Breaking out of insurance-speak is part of the same discipline. Kandasamy encourages his team to imagine explaining coverage to a grandparent or a five-year-old. If they can’t do it without acronyms and jargon, they haven’t done the work.
“When we’re talking to customers, [we want] to really distill it down to make it very easy for them to understand what we’re asking of them,” he says. “So their interpretation doesn’t get confused from a context perspective.”
Even with empathy and plain language, not everything can be chalked up to oversight. At some point, intention shifts.
“The survey kind of showcased that individuals are able to see that there is small fraud happening,” Kandasamy says. “A small percentage kind of acknowledged that they put their hands up when it does.”
He sees two broad categories: the unintentional, and the “softer” deliberate fraud that creeps in when people feel they are “owed” a bit extra. In insurance, he notes, premiums are a shared cost. When small exaggerations accumulate, everyone pays.
“As you see more types of fraud, even small fraud, as premiums are affected over time, you kind of get the sense that, ‘Hey, I’ve been paying for a number of years. I almost have a bit of a right,’” he says. “And I think that’s where it becomes a bit more challenging, where the intention starts to change.”
At that point, policyholders may decide to pad a repair estimate, add an item that wasn’t actually damaged, or conveniently forget to disclose something material. It’s still not staged collisions and crime rings – but it’s no longer just an honest mistake.
“Most people, when they think about insurance fraud, [think about] the more deliberate acts like staged collisions,” Kandasamy says. “Less so on these smaller items.”
From an investigator’s chair, it might be tempting to see the answer to soft fraud as more surveillance and tougher denials. Kandasamy keeps coming back to a different lever: awareness.
“I think that’s where really education comes into play,” he says. “To say, here’s how it affects not only yourself, but the entire insurance industry.”
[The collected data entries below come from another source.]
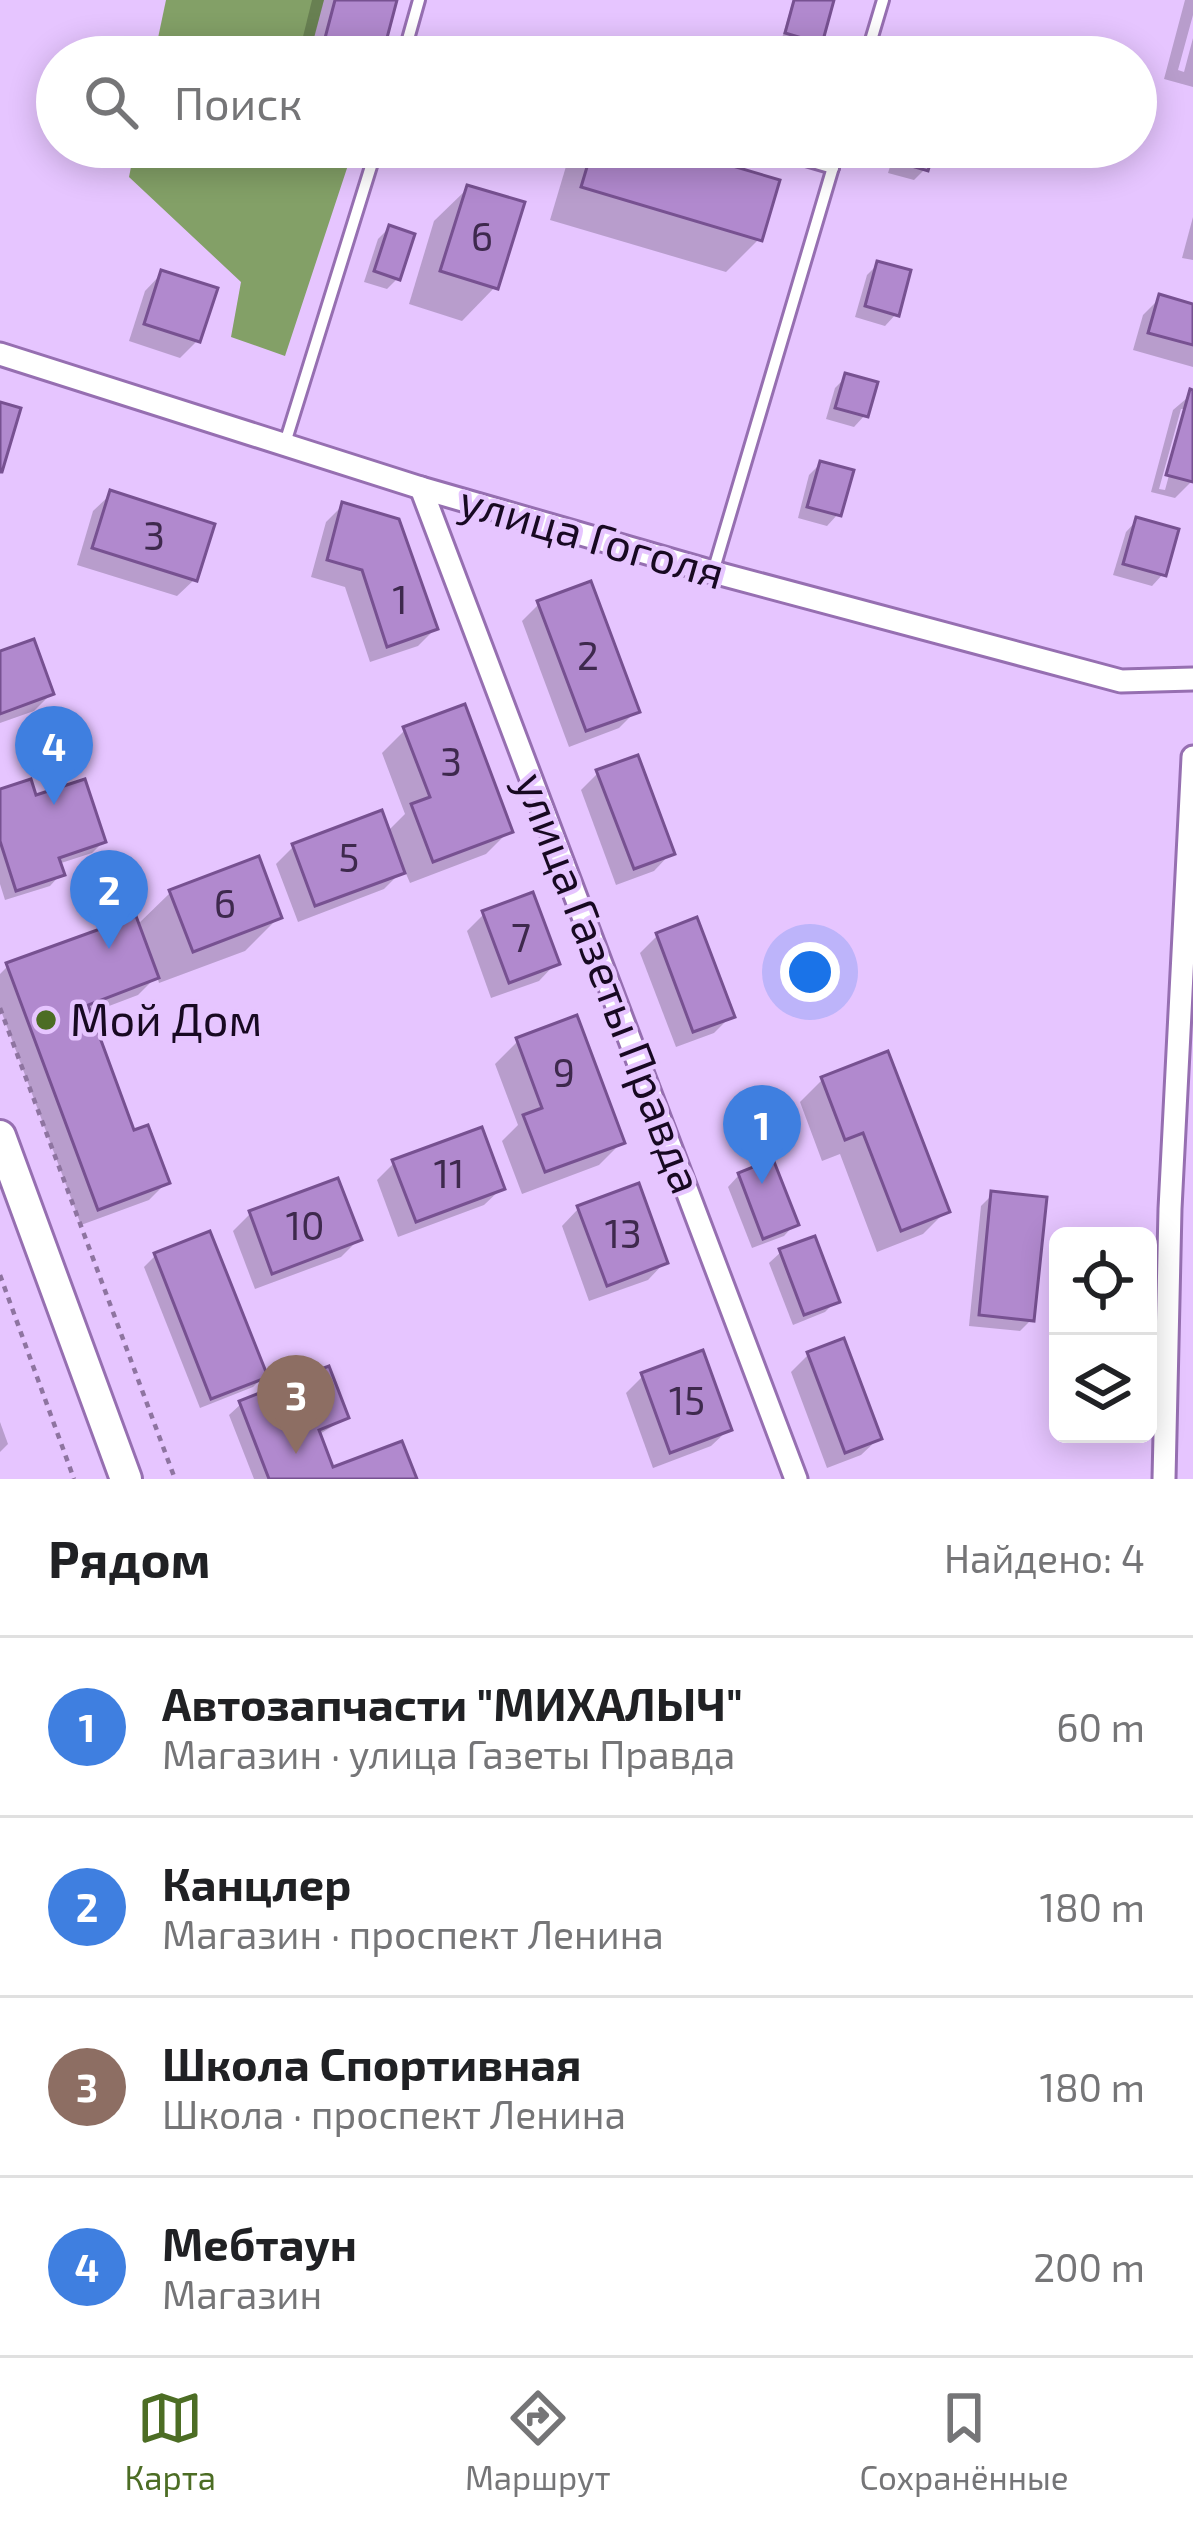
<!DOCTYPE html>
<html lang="ru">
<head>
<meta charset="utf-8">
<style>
	:root { --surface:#fff; --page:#f6f6f6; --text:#202124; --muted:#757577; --line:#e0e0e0; --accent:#4c6d24 }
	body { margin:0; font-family:"Exo 2",sans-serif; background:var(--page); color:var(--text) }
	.controls { position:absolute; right:36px; bottom:36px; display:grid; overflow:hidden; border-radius:18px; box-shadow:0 6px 30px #0003 }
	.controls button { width:108px; height:108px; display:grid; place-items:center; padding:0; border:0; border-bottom:3px solid var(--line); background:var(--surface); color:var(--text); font:60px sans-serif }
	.you { position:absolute; left:810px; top:972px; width:42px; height:42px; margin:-30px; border:9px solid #fff; border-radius:50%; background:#1a73e8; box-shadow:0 0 0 18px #1a73e833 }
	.badge { display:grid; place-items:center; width:78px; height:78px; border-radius:50%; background:var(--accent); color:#fff; font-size:39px; font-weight:700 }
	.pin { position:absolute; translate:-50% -99px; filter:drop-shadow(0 3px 6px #0008) }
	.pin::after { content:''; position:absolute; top:63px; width:42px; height:36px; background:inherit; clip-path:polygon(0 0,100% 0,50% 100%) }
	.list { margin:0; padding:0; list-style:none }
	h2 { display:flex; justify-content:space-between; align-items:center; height:156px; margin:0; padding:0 48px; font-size:51px }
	h2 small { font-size:39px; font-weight:400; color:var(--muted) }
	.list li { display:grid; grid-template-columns:78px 1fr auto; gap:36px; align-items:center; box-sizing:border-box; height:180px; padding:0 48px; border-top:3px solid var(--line) }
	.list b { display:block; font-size:45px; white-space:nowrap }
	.list p { margin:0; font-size:39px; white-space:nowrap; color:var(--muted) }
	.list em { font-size:39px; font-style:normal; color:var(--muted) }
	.icon { flex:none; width:66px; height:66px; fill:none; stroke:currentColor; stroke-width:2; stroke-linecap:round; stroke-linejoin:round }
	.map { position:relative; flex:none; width:1193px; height:1479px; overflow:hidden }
	.search { position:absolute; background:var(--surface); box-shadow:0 6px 30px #0003; left:36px; right:36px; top:36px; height:132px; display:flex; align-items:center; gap:30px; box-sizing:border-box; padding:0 42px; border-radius:66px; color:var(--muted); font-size:45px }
	.sheet { height:876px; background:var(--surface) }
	nav { display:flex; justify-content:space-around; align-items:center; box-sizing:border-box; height:168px; border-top:3px solid var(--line); background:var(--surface); font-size:33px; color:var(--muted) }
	nav a { display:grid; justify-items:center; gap:6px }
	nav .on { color:var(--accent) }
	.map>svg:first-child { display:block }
</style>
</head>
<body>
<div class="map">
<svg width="1193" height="1479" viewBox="0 0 1193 1479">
	<rect width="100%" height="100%" fill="#e6c5ff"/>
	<!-- forest -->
	<g fill="#83a067">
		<polygon points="166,0 324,0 309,57 154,57"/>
		<polygon points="135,147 354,147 285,356 231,337 241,282 129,177"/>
	</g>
	<!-- shadow -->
	<g fill="#0003" fill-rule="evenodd">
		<polygon points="312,0 394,0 379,57 298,57"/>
		<polygon points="793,0 831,0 815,47 782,38"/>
		<polygon points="1185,0 1193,0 1193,15 1178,70 1184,72 1193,38 1193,87 1164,79"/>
		<polygon points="583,147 657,147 759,239 726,272 550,220 567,163"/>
		<polygon points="896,147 931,147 925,169 914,180 888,173"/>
		<polygon points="468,188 495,287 462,321 409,304 434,221"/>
		<polygon points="1193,217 1193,260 1182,258"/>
		<polygon points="389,228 398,278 387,289 364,282 378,239"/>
		<polygon points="878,264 896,314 885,326 855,317 867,275"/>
		<polygon points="162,273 198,340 180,358 129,341 145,291"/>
		<polygon points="1160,298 1193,307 1193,367 1133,350 1143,315"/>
		<polygon points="846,377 865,415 854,427 826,419 835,388"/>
		<path d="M1193 393 1192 481 1175 498 1151 492 1173 410ZM1181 409H1187L1165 490 1159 489Z"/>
		<polygon points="820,464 838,514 827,526 798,518 809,475"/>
		<polygon points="111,494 195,579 177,596 77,565 93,511"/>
		<polygon points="343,505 435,629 418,646 370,662 345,587 311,577 326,522"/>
		<polygon points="1137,520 1163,574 1152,586 1113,575 1126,532"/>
		<polygon points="539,604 636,711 619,728 569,747 522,621"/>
		<polygon points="0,654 51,694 34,711 0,723"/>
		<polygon points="405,730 509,831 486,854 410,883 404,869 384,889 298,922 276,864 294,846 387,832 405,814 382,753"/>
		<polygon points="598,773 671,853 654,871 616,885 581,790"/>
		<polygon points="0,792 35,799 103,842 92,853 58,864 61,874 50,886 5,900 0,884"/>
		<polygon points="171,892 278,918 245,951 159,983 157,976 138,995 88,1014 132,1134 166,1183 149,1200 81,1225 0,1008 0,974 8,966 136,926"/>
		<polygon points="484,914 556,963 539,981 491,998 467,931"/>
		<polygon points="658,935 731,1016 714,1033 676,1047 640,953"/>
		<polygon points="518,1041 622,1142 599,1165 522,1194 502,1141 518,1125 495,1064"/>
		<polygon points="823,1079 946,1211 923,1234 877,1252 840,1154 822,1161 800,1102"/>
		<polygon points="394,1163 502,1188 484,1205 398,1237 377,1180"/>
		<polygon points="739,1175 795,1224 784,1236 752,1248 728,1187"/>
		<polygon points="992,1195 1031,1320 1020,1331 969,1326 981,1206"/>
		<polygon points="579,1208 665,1262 648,1280 589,1301 562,1226"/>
		<polygon points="250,1214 358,1240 341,1257 255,1289 233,1231"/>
		<polygon points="781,1252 836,1301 825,1312 793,1325 769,1263"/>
		<polygon points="155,1256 264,1376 253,1387 200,1408 144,1267"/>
		<polygon points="808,1355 879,1438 861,1455 827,1468 791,1372"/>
		<polygon points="643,1376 729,1429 711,1446 653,1468 626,1393"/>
		<polygon points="241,1404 346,1418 318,1435 332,1471 414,1479 254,1479 229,1415"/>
		<polygon points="0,1422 8,1444 0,1452"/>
	</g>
	<!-- building -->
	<g fill="#b189ce" stroke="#775191" stroke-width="3">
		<polygon points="335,0 397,0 382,57 320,57"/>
		<polygon points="794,0 834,0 822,44 785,33"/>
		<polygon points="593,147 668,147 780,180 762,241 581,187"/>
		<polygon points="902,147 935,147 928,171 898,162"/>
		<polygon points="467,185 525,202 498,289 440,271"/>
		<polygon points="389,225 415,234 400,280 374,271"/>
		<polygon points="877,261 911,270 899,316 865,306"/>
		<polygon points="161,270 218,288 200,342 144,324"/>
		<polygon points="1159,294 1193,304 1193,345 1148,333"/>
		<polygon points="845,373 878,382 868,417 835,408"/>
		<polygon points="1190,389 1193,390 1193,482 1166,475"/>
		<polygon points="0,402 21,408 2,472 0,472"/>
		<polygon points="820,461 854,470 841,516 807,507"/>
		<polygon points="110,490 215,524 197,581 92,548"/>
		<polygon points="342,502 399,519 438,629 387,647 362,570 327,560"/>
		<polygon points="1136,517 1179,529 1166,576 1123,564"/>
		<polygon points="591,581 640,712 586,731 537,601"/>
		<polygon points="34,639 54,694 0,714 0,651"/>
		<polygon points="465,704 513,832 433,862 411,804 430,797 403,727"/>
		<polygon points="638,755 675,854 634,869 596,770"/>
		<polygon points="31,779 36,795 85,779 106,842 59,858 65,875 16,891 0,841 0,789"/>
		<polygon points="382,810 405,873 315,906 292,844"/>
		<polygon points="259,856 282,918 193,952 169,890"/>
		<polygon points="533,892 560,964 509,983 482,911"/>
		<polygon points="136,916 159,978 88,1005 134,1130 148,1125 170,1183 98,1210 6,963"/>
		<polygon points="697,917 735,1017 693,1032 656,933"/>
		<polygon points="577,1015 625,1143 545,1172 523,1115 542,1108 516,1038"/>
		<polygon points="888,1051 950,1212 901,1231 863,1133 845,1140 821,1077"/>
		<polygon points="482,1127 505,1189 416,1222 392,1160"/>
		<polygon points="773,1159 799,1225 763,1239 738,1173"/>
		<polygon points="338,1178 362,1240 272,1274 249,1211"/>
		<polygon points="639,1183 668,1263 607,1286 577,1206"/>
		<polygon points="991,1191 1047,1197 1034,1321 979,1315"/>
		<polygon points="210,1231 268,1377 211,1399 154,1253"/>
		<polygon points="815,1236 840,1302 804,1315 779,1249"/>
		<polygon points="844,1338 882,1439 845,1453 807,1352"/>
		<polygon points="703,1350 732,1430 670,1453 641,1373"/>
		<polygon points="329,1366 349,1418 319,1430 333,1467 402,1441 417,1479 269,1479 239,1401"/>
	</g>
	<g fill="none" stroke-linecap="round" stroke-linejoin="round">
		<!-- service casing -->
		<g stroke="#966fb1" stroke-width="16">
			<g id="service">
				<polyline points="403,57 419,0"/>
				<polyline points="866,57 883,0"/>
				<polyline points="509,147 513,147"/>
				<polyline points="761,147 833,168"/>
				<polyline points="285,443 377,147"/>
				<polyline points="713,572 839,147"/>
			</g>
		</g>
		<!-- minor casing -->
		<g stroke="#966fb1" stroke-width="27">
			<g id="minor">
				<polyline points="0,354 421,488 713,572 1121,681 1193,679"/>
				<polyline points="421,488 796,1479"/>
				<polyline points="1164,1479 1170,1209 1193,757"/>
			</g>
		</g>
		<!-- secondary casing -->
		<g stroke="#966fb1" stroke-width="36">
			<polyline id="secondary" points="0,1136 126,1479"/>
		</g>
		<!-- path -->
		<g stroke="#8e74a0" stroke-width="4.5" stroke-dasharray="6 6" stroke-linecap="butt">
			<polyline points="0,1008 175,1479"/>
			<polyline points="0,1275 74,1479"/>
		</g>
		<!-- service -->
		<use href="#service" stroke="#fff" stroke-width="10"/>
		<!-- minor -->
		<use href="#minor" stroke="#fff" stroke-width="21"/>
		<!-- secondary -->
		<use href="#secondary" stroke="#fff" stroke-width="30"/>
	</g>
	<!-- markers -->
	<circle fill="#4c6d24" stroke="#e6c5ff" stroke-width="4.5" cx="46" cy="1020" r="12"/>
	<g text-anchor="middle" stroke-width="9" stroke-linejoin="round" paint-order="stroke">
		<!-- number labels -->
		<g font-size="39" fill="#3e294d">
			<text x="482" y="251">6</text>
			<text x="154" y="550">3</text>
			<text x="400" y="614">1</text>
			<text x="588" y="670">2</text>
			<text x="451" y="776">3</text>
			<text x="349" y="872">5</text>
			<text x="225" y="918">6</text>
			<text x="521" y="952">7</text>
			<text x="564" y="1087">9</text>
			<text x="449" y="1188">11</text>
			<text x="305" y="1240">10</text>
			<text x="623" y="1248">13</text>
			<text x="687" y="1415">15</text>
		</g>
		<!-- street labels -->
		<g font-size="45" fill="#180922" stroke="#e6c5ff">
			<text transform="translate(592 537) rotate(16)" y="16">улица Гоголя</text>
			<text transform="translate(609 983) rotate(69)" y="16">улица Газеты Правда</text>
		</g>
		<!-- poi labels -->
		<g font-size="45" fill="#180922" stroke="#e6c5ff" text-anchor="start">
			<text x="70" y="1036">Мой Дом</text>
		</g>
	</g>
</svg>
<div class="controls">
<button><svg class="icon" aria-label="locate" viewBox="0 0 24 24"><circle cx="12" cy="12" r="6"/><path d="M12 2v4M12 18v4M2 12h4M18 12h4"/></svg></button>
<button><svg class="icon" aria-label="layers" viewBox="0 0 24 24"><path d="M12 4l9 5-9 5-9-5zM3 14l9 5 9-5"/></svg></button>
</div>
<div class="you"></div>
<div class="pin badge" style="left:762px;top:1184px;background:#3f7fe0">1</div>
<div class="pin badge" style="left:109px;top:949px;background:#3f7fe0">2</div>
<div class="pin badge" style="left:296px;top:1454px;background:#8d6e63">3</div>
<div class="pin badge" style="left:54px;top:805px;background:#3f7fe0">4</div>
<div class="search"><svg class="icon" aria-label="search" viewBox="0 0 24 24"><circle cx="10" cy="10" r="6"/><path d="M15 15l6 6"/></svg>Поиск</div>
</div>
<section class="sheet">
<h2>Рядом<small>Найдено: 4</small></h2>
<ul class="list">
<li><span class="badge" style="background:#3f7fe0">1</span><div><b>Автозапчасти &quot;МИХАЛЫЧ&quot;</b><p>Магазин · улица Газеты Правда</p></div><em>60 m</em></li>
<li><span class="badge" style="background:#3f7fe0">2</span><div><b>Канцлер</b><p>Магазин · проспект Ленина</p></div><em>180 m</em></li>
<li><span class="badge" style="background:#8d6e63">3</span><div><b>Школа Спортивная</b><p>Школа · проспект Ленина</p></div><em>180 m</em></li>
<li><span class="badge" style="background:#3f7fe0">4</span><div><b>Мебтаун</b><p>Магазин</p></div><em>200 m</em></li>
</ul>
</section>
<nav>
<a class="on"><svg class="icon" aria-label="map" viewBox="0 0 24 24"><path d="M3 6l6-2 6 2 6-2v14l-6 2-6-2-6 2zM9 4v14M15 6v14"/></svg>Карта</a>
<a><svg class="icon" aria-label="directions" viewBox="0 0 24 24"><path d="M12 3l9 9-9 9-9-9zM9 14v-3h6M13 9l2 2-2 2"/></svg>Маршрут</a>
<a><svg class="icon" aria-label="saved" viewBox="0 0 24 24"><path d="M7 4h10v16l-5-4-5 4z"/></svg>Сохранённые</a>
</nav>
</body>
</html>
That was the real purpose behind TD’s survey, he argues: to understand the disconnect between how insurers and the public perceive everyday fraud, and to identify where better communication could prevent problems before they reach his desk.
“It gives us the opportunity to move from being reactive, but really getting out there, building the trust with the communities, and really sharing how we can better protect them and how we can protect each other,” he says. “Because it is a shared service, hopefully that starts to drive the right actions. And we all benefit from costs stabilizing across the system over time.”